Gravitational-wave detectors can now “autotune” their signals

Artist Impression of astrophysical calibration.
Carl Knox, OzGrav/Swinburne


To the point

  • New method: For the first time, the LIGO-Virgo-KAGRA collaboration has demonstrated a new method to improve the sensitivity of its international network of gravitational-wave detectors.

  • Gravitational-wave auto-tuning: The new method called “astrophysical calibration” resembles auto-tune used in music production. It helps to find and correct “off-key” calibrations of the highly precise laser instruments, which can bias the astrophysical interpretation of the measured signals.

  • Successful demonstration: A new publication in Physical Review Letters successfully demonstrates the method using two loud gravitational-wave signals from binary black hole coalescences.

  • Testing Einstein’s theory: Researchers at the AEI have made crucial contributions to the effort by understanding the interplay between imperfect detector calibration and finding potential deviations from Einstein’s general theory of relativity.


Crucial contributions by AEI researchers: How “off-key” detector calibration can bias signal-based tests of Einstein’s general theory of relativity.

Calibrating the instruments

The LIGO-Virgo-KAGRA (LVK) collaboration’s international network of gravitational-wave detectors consists of five kilometer-sized instruments. All of them reflect ultra-pure laser light back and forth between mirrors to measure the minute length changes – less than a billionth of a billionth of a meter – caused by passing gravitational waves.

To be sensitive to such tiny changes, the detectors must be carefully calibrated in real time. At the heart of this calibration is a precise model of how the detector reacts to gravitational waves. An imperfect detector calibration can compromise how the signal is received and as a consequence also bias the interpretation of the cosmic phenomenon that generated it.


Infographic explaining the astrophysical calibration as autotune for gravitational waves.
Graphics: Shanika Galaudage

Auto-tune for gravitational waves

Now, the LVK reports the first successful demonstration of a new method called “astrophysical calibration” to identify and correct an imperfect detector calibration retrospectively – after the measurement was done. This is similar to how a music production software such as Auto-Tune can correct a singer’s errant pitch after a song was recorded.

If a gravitational-wave signal is observed loud and clear, i.e., when it stands out from the detector’s background noise, the researchers can compare the signal to predictions from general relativity and to observations of the same signal in other well-tuned detectors. This way “off-key” measurements from a mis-tuned detector can be corrected retrospectively. The LVK scientists use the predictions from general relativity to know how the signal should sound like, similar to how musicians use musical scores to know a singer’s pitch.

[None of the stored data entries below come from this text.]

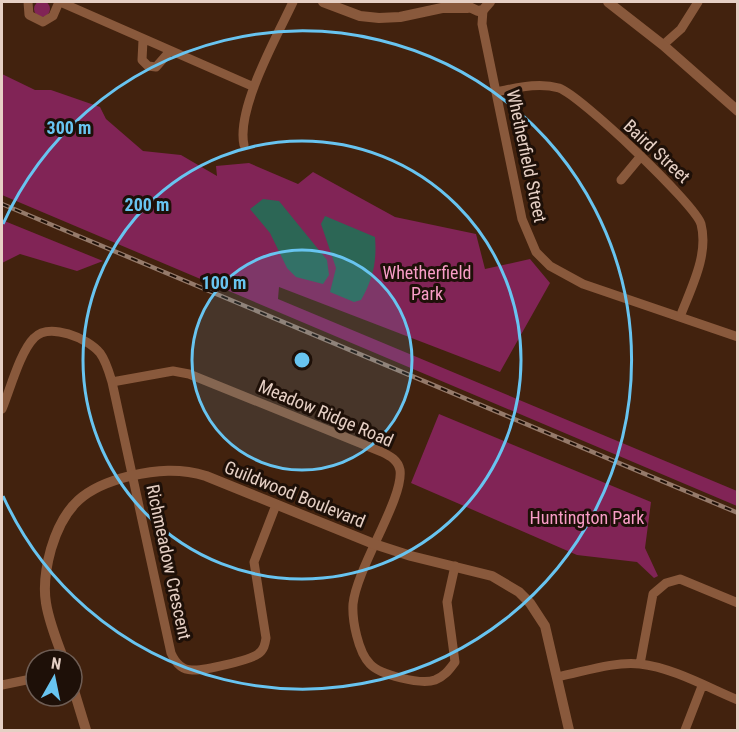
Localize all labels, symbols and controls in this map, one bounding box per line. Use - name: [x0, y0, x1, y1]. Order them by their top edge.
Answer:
- street label: Whetherfield Street: [503, 88, 551, 224]
- street label: Baird Street: [619, 115, 695, 187]
- text: 300 m: [47, 117, 91, 138]
- text: 200 m: [125, 194, 169, 215]
- park label: Whetherfield Park: [382, 262, 472, 304]
- text: 100 m: [202, 272, 246, 293]
- centre of rings: [292, 350, 312, 370]
- street label: Meadow Ridge Road: [255, 375, 397, 451]
- street label: Guildwood Boulevard: [222, 456, 368, 532]
- street label: Richmeadow Crescent: [142, 483, 196, 641]
- park label: Huntington Park: [530, 507, 644, 528]
- north arrow: [24, 648, 84, 708]
- text: N: [50, 654, 63, 674]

Two loud gravitational-wave signals

In an article accepted in Physical Review Letters, LVK demonstrate how this technique has been applied to two particularly loud gravitational-wave signals, called GW240925 and GW250207, respectively.

At the times when both these signals were observed – on 25 September 2024 and 7 February 2025, respectively –, the calibration of the LIGO Hanford detector was not optimal. This made the interpretation of its data particularly difficult. By comparing LIGO Hanford data with theoretical predictions and observations of the same signals by the LIGO Livingston detector and the Virgo detector, the researchers were able precisely determine how the “off-key” LIGO Hanford instrument distorted the collected data.

The signal GW240925 served as an acid test for the new method. The astrophysical calibration passed it with flying colors. It confirmed the known calibration errors measured on-site at LIGO Hanford.

In the case of GW250207, however, it was essential to resort to astrophysical calibration to make full use of the data, because no reliable on-site calibration measurements were available for the LIGO Hanford detector. Using the astrophysically corrected calibration for the LIGO Hanford detector, LVK researchers could take calibration uncertainties properly into account, and avoid a biased interpretation of the astrophysical origin of the signal.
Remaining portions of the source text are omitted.